Work task =
Some lines in the records below may hold the word "around"; give the number of those lines and nothing else.

[Data Boundary: Start]

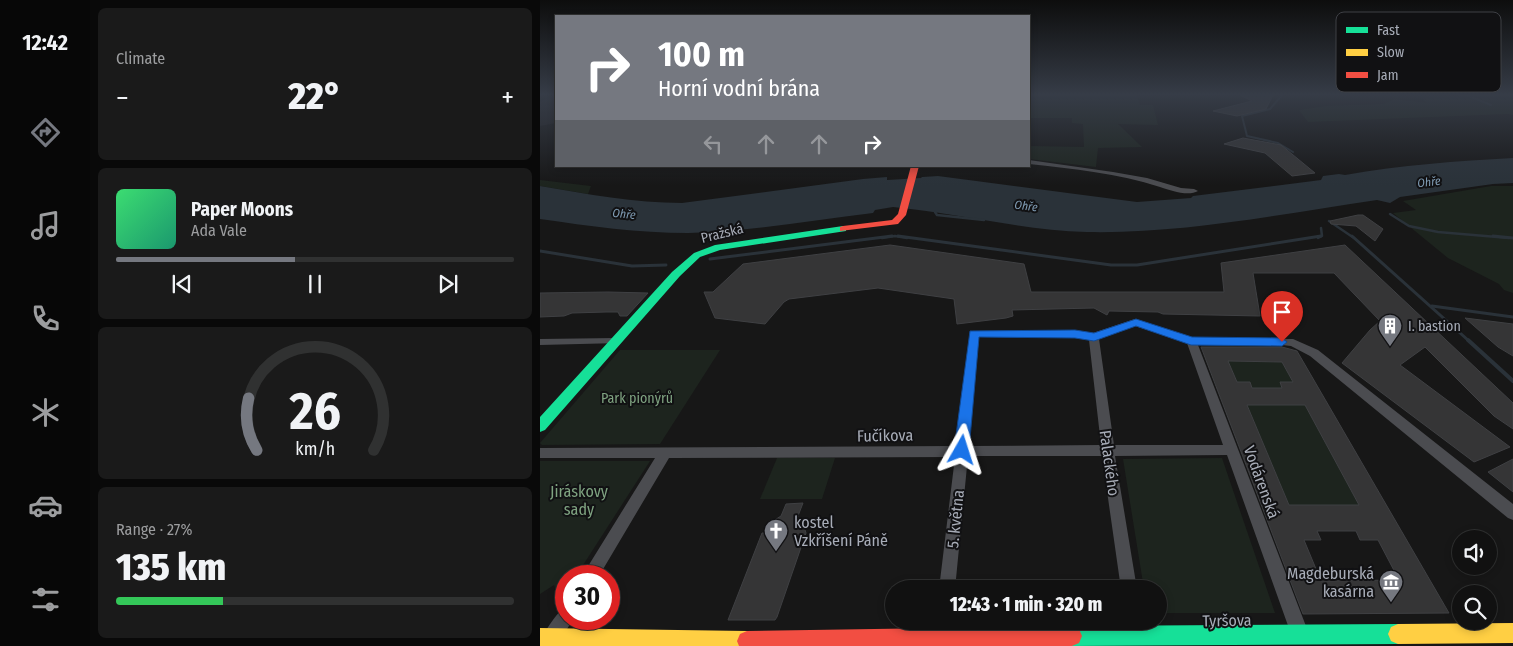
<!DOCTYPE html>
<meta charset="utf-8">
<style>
body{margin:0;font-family:"Fira Sans Condensed",sans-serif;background:#1a1a1a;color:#f1f3f6;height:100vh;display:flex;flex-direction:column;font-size:19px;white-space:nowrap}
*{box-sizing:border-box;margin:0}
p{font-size:16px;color:#9c9d9f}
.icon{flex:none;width:28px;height:28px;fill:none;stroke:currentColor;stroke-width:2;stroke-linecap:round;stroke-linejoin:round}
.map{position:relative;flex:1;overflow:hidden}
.sheet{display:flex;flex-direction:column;gap:8px;padding:8px;background:#090909;width:450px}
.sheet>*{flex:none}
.top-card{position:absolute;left:15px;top:15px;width:475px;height:152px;border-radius:0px;box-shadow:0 2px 8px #0003,0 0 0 1px #303131;background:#757880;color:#fff;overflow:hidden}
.controls{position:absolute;left:912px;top:530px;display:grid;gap:10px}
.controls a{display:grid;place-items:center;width:45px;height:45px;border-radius:50%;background:#111;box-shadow:0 2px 8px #0003,0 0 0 1px #303131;font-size:25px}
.speed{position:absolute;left:15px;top:565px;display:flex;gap:10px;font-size:25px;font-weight:700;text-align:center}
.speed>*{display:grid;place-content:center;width:65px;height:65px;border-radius:50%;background:#111;box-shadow:0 2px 8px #0003,0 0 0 1px #303131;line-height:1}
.speed .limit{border:8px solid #d22;background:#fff;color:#111}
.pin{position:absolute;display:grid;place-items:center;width:42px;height:42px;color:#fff;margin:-51px -21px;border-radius:50% 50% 50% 0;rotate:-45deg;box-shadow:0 0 5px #0007}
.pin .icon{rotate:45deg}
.me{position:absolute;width:55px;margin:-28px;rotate:6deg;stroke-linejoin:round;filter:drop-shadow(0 0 4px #0008)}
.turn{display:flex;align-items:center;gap:18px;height:105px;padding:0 20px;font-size:22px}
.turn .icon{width:65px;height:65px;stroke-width:2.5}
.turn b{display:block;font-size:35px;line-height:42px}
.lanes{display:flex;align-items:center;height:48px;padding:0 20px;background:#0003;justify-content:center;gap:25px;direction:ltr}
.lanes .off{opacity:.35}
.big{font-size:38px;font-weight:800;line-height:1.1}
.sheet .card{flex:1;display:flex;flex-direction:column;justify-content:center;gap:8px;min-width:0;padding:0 18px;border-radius:8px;background:#1a1a1a}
.sheet .dial{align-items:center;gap:0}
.dial svg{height:130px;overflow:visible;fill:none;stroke:#303131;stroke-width:7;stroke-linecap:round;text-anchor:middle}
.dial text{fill:#f1f3f6;stroke:none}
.song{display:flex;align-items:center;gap:15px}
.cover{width:60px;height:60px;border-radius:8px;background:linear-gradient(135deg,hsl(140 70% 55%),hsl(160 70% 35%))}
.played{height:5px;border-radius:2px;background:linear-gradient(90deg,#757880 45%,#303131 45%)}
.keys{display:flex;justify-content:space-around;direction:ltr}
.heat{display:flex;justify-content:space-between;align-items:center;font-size:28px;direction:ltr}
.charge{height:8px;border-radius:4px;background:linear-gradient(90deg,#34c759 27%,#303131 0)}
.trip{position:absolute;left:345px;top:580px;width:282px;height:50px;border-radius:25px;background:#111;box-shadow:0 2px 8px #0003,0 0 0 1px #303131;font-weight:800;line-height:50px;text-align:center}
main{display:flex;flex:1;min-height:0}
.tab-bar{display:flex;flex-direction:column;width:90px;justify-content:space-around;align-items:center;background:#070707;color:#9c9d9f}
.tab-bar .icon{width:35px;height:35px}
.tab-bar .on{color:#757880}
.tab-bar b{font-size:22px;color:#f1f3f6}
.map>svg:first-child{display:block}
.built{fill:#212123}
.green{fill:#1d241e}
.water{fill:#2a3239}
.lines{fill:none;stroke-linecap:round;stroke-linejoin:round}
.stream-far3{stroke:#2a3239;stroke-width:2}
.stream-far2{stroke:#2a3239;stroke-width:2.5}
.stream-far1{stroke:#2a3239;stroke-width:3}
.stream{stroke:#2a3239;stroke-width:4}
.building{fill:#353536;stroke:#3f4043;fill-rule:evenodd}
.street{fill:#4b4c50;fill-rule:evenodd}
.fast{fill:#16e098;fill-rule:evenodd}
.slow{fill:#ffcf43;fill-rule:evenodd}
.jam{fill:#f24e42;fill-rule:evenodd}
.route{fill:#1a73e8;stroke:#114b97}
.labels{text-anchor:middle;stroke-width:4;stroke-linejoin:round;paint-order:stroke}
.far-water-label{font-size:12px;font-style:italic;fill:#7f9bb3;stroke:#111113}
.street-label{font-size:14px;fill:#a8adb8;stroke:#111113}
.poi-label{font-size:14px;fill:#a8adb8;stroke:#111113;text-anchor:start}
.park-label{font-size:14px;fill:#7fa381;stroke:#111113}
.near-street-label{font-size:16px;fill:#a8adb8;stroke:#111113}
.near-park-label{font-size:16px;fill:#7fa381;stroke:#111113}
.near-poi-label{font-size:16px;fill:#a8adb8;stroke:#111113;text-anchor:start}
.key{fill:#111113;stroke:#3e4045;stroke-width:1}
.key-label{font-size:14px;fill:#a8adb8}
</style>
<main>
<nav class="tab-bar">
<b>12:42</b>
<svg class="icon on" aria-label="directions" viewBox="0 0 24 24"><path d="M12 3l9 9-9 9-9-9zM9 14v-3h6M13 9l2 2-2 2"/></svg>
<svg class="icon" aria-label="music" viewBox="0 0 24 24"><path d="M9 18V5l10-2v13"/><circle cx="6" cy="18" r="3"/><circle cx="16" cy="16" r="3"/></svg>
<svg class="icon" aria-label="phone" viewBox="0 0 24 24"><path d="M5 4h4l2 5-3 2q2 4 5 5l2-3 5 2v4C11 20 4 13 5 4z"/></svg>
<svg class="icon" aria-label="climate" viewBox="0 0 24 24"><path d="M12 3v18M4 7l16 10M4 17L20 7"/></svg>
<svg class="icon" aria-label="car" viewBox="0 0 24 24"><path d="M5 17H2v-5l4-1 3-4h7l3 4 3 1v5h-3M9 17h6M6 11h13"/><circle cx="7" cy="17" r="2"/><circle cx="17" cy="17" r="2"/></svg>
<svg class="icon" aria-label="filters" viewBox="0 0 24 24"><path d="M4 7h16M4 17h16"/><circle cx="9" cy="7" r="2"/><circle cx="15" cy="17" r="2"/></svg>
</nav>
<section class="sheet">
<div class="card"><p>Climate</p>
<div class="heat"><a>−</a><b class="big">22°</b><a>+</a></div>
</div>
<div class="card">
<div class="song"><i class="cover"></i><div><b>Paper Moons</b><p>Ada Vale</p></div></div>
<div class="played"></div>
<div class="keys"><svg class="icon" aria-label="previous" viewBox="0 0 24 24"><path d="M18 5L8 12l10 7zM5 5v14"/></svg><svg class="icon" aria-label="pause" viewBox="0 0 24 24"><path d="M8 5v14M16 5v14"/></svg><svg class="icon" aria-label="next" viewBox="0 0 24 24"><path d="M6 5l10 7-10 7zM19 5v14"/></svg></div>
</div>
<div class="card dial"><svg viewBox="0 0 100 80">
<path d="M14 69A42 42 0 1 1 86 69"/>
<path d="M14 69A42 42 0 0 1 9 37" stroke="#757880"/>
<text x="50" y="56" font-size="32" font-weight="700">26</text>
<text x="50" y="72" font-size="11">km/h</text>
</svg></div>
<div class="card"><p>Range · 27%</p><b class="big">135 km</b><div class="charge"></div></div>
</section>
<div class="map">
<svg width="973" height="646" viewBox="0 0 973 646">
<rect width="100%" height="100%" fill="#171717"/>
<!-- built -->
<polygon class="built" points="13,95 16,95 16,123 0,126 0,102"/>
<!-- green -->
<g class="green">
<polygon points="489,95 597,95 600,105 613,105 618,125 578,124 602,147 558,148 556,167 489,159 489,146 544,147 543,124 532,123 532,118 489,118"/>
<polygon points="879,95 919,97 917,95 973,95 973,115 968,114 768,122 759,110 787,106 844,104 854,99 887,103"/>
<polygon points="0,180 51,186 48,194 0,186"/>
<polygon points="951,186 973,186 973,293 964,290 959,284 908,258 853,213 876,210 863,201"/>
<polygon points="80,350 180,350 120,444 2,445 0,443"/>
<polygon points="688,361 742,362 753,382 740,382 742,388 712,388 710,382 697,382"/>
<polygon points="707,405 765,405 819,505 749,505"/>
<polygon points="237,458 295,458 282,499 220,499"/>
<polygon points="682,458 735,613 619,613 619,589 604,589 583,459"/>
<polygon points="0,461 110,461 36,576 26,576 26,585 16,591 14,585 0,594"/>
</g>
<!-- water -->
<path class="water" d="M973,158V183L953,184L860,197L850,203L837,200C741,214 644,234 547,232C481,230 418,213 353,207L335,210L333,213C272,220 209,232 148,233C98,233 49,226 0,219V186C47,194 95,203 142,203L323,179L347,177V180L381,178L382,177L398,176L597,202L651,198L653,196L781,180L783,176L799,174L805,175C861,165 917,161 973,158Z"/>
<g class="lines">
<!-- stream-far3 -->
<g class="stream-far3">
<polyline points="742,95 730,109 702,116 707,136 738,143 753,152"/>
<polyline points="926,95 951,105"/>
</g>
<!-- stream-far2 -->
<g class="stream-far2">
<polyline points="395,212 397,215 444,220"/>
<polyline points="850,214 869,226 898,232 969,238"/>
<polyline points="789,221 814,238"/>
<polyline points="342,238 355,236 367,238"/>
<polyline points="778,238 782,236 781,228"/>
</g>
<!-- stream-far1 -->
<g class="stream-far1">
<polyline points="358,236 571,265 597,265 781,236"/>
<polyline points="812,236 929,341"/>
<polyline points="953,236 973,238"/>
<polyline points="0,251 92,266 126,265"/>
<polyline points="170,259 352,236"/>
<polyline points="892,306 973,317"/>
</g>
<!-- stream -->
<polyline class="stream" points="928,340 973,381"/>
</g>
<!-- building -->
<g class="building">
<polygon points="700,95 733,95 726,109 697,116 673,111 712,101"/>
<polygon points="703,138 741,145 775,173 752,176 725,153 684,144"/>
<polygon points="818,215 823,215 843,229 835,241 816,226 791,224 790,221"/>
<polygon points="350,245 484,264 491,292 684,292 681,263 805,245 973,403 973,429 954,416 885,347 860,365 970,447 934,462 802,363 830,330 840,321 794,273 713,273 720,316 623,314 618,312 569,311 567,315 554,308 472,310 473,316 466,318 417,324 414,299 338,288 249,299 244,302 225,324 175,318 164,292 173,292 203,264"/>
<polygon points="0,293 68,292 108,293 87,316 80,316 78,312 66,312 32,313 24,316 0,317"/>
<polygon points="925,318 973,324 973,356 958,347"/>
<path d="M661,347H742L757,351L909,613L763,614ZM688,361L742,362L753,382H740L742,388H712L710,382H697ZM707,405H765L819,505H749ZM777,531H816L820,540H838L859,580L781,581L764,540H781Z"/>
<polygon points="973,459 973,492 948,472"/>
<polygon points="263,503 258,516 262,520 266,533 237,617 235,620 188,620 222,533 225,533 233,521 241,516 246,504"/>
</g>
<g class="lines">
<!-- street -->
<g class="street">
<path d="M489,160L573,172L607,178L641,188L654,189L658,191C648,197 630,190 620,187C578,173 533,169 489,164Z"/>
<path d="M595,319L652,338L753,339L778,350L973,504V520L968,518L770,356L751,346L742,345H658L769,634L766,640L760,643L754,640L751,634L687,455L575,456L597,589H581L562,456H428L415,589H399L415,457L129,458L59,576H42L115,458H0V448L416,446L430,332L535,331L553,333ZM595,326L647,343L683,445H574L559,339ZM439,337H535L549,340L561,445L429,446Z"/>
<polygon points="76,338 81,341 80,343 0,345 0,339"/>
<path d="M26,607V619H33L17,646H0C0,637 18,610 26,607Z"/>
<polygon points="395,621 411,621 409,646 391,646"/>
</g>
<!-- fast -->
<g class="fast">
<polygon points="303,226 306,227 306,231 180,250 160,257 140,276 5,430 0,432 0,417 132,272 154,253 175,245"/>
<polygon points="858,624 865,627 868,634 865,641 858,644 532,646 525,643 522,636 525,629 532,626"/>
</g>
<!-- slow -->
<g class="slow">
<polygon points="973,623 973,643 858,644 851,641 848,634 851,627 858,624"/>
<polygon points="0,628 207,631 214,634 217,641 215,646 0,646"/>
</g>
<!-- jam -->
<g class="jam">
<polygon points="371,166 379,166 366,215 358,224 300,231 300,227 303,226 352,220 358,214"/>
<polygon points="532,626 539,629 542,636 539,643 532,646 199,646 197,641 200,634 207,631"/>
</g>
</g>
<!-- sky -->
<linearGradient id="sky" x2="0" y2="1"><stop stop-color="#0d0d0d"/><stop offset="0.51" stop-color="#363c47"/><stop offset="1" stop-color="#363c47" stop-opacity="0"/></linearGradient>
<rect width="973" height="185" fill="url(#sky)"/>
<!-- route -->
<polygon class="route" points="596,319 652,337 742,338 747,342 742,346 651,345 596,326 554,341 535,338 439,337 429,450 427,454 422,456 417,454 414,450 430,331 535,330 554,333"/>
<!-- icons -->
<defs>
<symbol id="building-pin" viewBox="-11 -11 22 30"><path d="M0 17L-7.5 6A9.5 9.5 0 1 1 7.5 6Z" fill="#757880" stroke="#111113"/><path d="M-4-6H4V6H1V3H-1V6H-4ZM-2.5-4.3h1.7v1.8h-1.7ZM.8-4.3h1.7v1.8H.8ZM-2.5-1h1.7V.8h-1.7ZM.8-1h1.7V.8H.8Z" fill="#fff"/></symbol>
<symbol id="church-pin" viewBox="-11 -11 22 30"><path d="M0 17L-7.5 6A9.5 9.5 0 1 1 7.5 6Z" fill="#757880" stroke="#111113"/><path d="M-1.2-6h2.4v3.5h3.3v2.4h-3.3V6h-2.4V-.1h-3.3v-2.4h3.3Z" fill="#fff"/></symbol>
<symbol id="museum-pin" viewBox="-11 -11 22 30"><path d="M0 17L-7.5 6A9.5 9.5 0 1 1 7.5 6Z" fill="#757880" stroke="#111113"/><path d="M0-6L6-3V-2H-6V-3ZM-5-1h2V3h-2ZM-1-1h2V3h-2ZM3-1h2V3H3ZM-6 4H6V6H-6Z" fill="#fff"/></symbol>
</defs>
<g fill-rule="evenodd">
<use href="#building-pin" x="836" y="312" width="28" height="38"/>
<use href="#church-pin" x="222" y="517" width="28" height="38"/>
<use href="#museum-pin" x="837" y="568" width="28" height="38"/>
</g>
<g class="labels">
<!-- far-water labels -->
<g class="far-water-label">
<text transform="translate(889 182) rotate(-6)" y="4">Ohře</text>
<text transform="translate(486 206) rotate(7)" y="4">Ohře</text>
<text transform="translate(84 214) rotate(6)" y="4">Ohře</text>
</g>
<!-- street labels -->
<g class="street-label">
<text transform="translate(182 233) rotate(-14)" y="5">Pražská</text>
</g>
<!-- poi labels -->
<g class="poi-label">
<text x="868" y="331">I. bastion</text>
</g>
<!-- park labels -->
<g class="park-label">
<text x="97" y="403">Park pionýrů</text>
</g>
<!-- near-street labels -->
<g class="near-street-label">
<text transform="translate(345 435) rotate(-1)" y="6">Fučíkova</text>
<text transform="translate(570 463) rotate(82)" y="6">Palackého</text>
<text transform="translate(722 482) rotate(70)" y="6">Vodárenská</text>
<text transform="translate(415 519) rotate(-84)" y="6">5. května</text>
<text transform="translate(687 620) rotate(-1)" y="6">Tyršova</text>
</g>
<!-- near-park labels -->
<g class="near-park-label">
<text x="39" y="497">Jiráskovy<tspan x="39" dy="18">sady</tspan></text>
</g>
<!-- near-poi labels -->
<g class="near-poi-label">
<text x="254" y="528">kostel<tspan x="254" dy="18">Vzkříšení Páně</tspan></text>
<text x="834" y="579" text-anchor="end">Magdeburská<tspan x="834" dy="18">kasárna</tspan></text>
</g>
</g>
<!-- legend -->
<rect x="796" y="12" width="165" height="80" rx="8" class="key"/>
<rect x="806" y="27" width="22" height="6" fill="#16e098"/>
<rect x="806" y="49" width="22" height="7" fill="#ffcf43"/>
<rect x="806" y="72" width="22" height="6" fill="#f24e42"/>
<g class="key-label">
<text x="837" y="35">Fast</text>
<text x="837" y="57">Slow</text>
<text x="837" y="80">Jam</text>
</g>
</svg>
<div class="controls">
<a><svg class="icon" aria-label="sound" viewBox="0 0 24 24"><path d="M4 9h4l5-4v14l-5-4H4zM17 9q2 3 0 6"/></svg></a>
<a><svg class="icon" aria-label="search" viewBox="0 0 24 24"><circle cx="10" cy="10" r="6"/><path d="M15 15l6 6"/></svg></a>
</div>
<div class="speed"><div class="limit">30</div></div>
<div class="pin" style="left:742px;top:342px;background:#d93025"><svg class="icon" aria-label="arrive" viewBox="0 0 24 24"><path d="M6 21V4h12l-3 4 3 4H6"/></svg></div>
<svg class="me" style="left:422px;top:450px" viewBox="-20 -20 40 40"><path d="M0-17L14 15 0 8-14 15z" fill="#1a73e8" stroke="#fff" stroke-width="4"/></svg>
<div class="trip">12:43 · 1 min · 320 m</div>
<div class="top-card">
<div class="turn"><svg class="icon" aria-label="right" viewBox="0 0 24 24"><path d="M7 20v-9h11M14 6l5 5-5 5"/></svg><div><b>100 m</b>Horní vodní brána</div></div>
<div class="lanes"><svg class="icon off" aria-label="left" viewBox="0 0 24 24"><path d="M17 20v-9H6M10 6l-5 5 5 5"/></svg><svg class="icon off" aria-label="ahead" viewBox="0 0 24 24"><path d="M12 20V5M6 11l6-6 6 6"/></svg><svg class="icon off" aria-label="ahead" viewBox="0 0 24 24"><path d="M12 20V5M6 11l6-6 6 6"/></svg><svg class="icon" aria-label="right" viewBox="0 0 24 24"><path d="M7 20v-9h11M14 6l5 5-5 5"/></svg></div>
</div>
</div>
</main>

[Data Boundary: End]

Output =
2